We have sometimes heard Rabbis state that there exists a conscious effort on the part of Tzahal’s higher echelon to “de-program” religious soldiers from their allegiance to Torah. 
HaRav Aviner: “That isn’t true. There is a very minority of people who say such things, and the media blows it out of proportion to make a spicy story, but there is no secret conspiracy in Tzahal to strip religious soldiers of their beliefs. On the contrary, throughout all of the ranks there is a spirit of, “All for one and one for all.” Unity, concern for one’s fellow, and working together to achieve a common goal, characterize the attitude of soldiers, officers, and generals alike. Similar to every large group, there can be exceptions here and here, but overall, the IDF is exemplified by joint respect and brotherhood throughout the ranks.
“First we have to understand that the situation is not all bad. There are problems, and we work to improve everything that we can, but because there are problems, that doesn’t mean that the Israeli Army is traf, G-d forbid. The situation is not black and white. As the old saying goes, you have to be careful not to throw out the baby with the dirty bath water.
“When we speak about the Israel Defense Forces, we are speaking about ‘pekuach nefesh,’ meaning life and death. In this case, we are speaking about the life and death of all the Jews in Israel. We have to remember that Israel is surrounded by enemies. Hundreds of millions of enemies who want to destroy us. This is certainly ‘pekuach nefesh,’ and in a situation where life is at stake, such as when soldiers must go forth to battle, it is forbidden to weaken the ranks. This is forbidden by the Torah. If criticism of the army causes people to view the army in a critical light, to the point of refusing to serve in the army, this attitude weakens Tzahal and endangers the nation. Therefore, we have to be very careful when criticizing the army. We recognize the matters that demand correction, and we strive to correct them, but we must first have a feeling of respect for the IDF and its leaders, along with a feeling of gratitude that Hashem has given us a Jewish army to defend us from our enemies. Certainly Tzahal must respect the rules of modesty. The army is no place for women, and certainly no place for women combat soldiers. Without question, it must honor the rules of kashrut and Shabbat. Great progress has been made in these areas. The Army Rabbinate works around the clock to ensure that the beliefs and religious practices of dati soldiers are honored. Special religious units have been created for soldiers who want everything glatt kosher. There is the Hesder program that combines army service with Torah learning, and there are the Shachar and Nachal Yehuda programs for Haredi soldiers where there is no contact with women. Yes, there are matters that need correction, but because problems exist, we don’t reject the army. The same is true with the State of Israel. Certainly there are problems. Not everything is the way we want it to be. There are many foreign groups, organizations from Europe and the like, who invest great amounts of money to denude Israel of its holy Torah values, attempting within the army as well, and this is a phenomenon which must be opposed, but because of the problems, we don’t reject the gift we have received from the Master of the World. When a baby is born with some type of defect, we don’t throw it into the trash, G-d forbid. We do everything we can to heal the infant, with patience and love.”   

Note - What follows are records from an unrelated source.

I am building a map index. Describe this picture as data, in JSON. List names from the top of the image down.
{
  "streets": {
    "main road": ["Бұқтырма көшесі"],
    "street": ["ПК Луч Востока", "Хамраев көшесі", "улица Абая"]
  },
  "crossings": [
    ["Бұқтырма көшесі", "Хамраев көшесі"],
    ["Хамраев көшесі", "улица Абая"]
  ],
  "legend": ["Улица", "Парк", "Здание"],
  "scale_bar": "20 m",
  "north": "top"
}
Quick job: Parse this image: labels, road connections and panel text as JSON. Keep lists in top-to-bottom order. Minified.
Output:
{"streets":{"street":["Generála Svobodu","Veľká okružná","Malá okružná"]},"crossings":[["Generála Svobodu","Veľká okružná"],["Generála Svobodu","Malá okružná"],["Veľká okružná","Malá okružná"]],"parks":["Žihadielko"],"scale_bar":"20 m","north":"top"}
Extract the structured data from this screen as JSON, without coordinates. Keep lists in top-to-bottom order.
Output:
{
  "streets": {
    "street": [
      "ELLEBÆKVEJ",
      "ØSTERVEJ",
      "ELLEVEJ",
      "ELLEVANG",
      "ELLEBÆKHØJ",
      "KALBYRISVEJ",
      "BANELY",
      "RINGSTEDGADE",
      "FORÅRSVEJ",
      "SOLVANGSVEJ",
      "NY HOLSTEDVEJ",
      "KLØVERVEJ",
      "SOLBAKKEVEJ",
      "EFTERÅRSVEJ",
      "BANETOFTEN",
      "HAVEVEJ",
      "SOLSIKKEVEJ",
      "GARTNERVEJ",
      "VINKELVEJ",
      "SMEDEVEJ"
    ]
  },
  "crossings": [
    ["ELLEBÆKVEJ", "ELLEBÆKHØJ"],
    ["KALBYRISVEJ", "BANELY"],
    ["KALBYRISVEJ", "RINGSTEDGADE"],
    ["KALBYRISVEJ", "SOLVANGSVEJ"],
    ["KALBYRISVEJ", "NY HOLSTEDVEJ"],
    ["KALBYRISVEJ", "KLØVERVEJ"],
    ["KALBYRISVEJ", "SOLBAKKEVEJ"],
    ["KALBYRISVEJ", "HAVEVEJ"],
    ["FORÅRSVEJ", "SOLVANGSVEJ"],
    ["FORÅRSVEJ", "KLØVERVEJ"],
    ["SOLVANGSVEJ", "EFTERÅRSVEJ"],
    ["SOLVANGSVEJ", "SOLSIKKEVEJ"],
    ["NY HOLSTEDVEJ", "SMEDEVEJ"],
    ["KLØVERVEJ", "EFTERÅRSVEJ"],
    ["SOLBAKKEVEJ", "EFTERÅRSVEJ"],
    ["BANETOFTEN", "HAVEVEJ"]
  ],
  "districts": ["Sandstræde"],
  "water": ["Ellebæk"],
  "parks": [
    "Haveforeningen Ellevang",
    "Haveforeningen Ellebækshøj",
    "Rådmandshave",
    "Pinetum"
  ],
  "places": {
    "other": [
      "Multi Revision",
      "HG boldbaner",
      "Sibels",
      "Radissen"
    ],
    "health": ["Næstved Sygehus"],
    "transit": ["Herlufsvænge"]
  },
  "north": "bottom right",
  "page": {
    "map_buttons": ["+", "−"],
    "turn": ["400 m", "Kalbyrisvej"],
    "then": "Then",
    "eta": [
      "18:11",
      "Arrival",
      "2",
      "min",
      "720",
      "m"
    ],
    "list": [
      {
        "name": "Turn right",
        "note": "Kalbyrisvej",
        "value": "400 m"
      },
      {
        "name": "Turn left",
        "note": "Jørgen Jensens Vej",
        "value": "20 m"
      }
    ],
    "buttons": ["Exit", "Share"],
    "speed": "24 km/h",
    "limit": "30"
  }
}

If a soldier finds himself in a compromising situation with a female soldier, what should he do?
Rav Aviner: “In such a situation, for example, if he is ordered to spend the night in a vehicle on guard duty with a woman soldier, he should inform his commander that he cannot follow the order – that he is willing to do a hundred other orders, but not this one, and he should refuse to obey the command.”

There are voices which insist that Torah study brings protection and strength to the nation – therefore students of Torah should not have to serve in the army.
HaRav Aviner: “Service in the Israel Defense Forces is a mitzvah. A person interrupts Torah study to daven shacharit. One interrupts Torah study to honor one’s parents, and so on. A person must study Torah for a solid period of time, and then serve in the army when the time and circumstance demands, then return to his studies or his chosen field of endeavor. The IDF allows Torah students to serve less time than regular soldiers, but some service is required of everyone, for three reasons: to save the life of the nation; to maintain Jewish sovereignty over the Land of Israel; and to avoid the Chillul Hashem of non-Jews defeating Israel in battle and conquering the Land which Hashem gave to the Jews. Moshe Rabeinu served in the army; Yehoshua served in the army; King David served in the army, etc. These holy heroes of the nation were great in military prowess and great in Torah.”

When a Jewish youth in the Diaspora reaches the age of army service, does he have the same obligation to serve in the IDF that young men in Israel have? 
HaRav Aviner: “Young Jewish men in the Diaspora have the obligation to make Aliyah, and out of that obligation, they have the duty to defend the people of Israel from the enemies which threaten the nation. Of course, Aliyah is not easy, and there are those, for whatever justifiable reason, are not capable of performing the mitzvah. But today in Israel, a livelihood is possible to find, Jewish education abounds, and olim can find comradery and support from others like them who have come to Israel from America, England, or France. The fact is that Jewish life in the Diaspora is not without dangers of its own. Sixty percent of Jews intermarry. Seventy-five percent see no reason why they shouldn’t marry out of the faith. According to trustworthy surveys, in the overall Diaspora population, the lack of Jewish identity has reached at a catastrophic low. It is a silent Holocaust. This makes the mitzvah of living in Israel even more imperative.”

When discussing the issue of Aliyah with Orthodox Jews from America, one often hears the argument that Rabbi Moshe Feinstein stated that Aliyah is not an obligation, but rather an optional mitzvah.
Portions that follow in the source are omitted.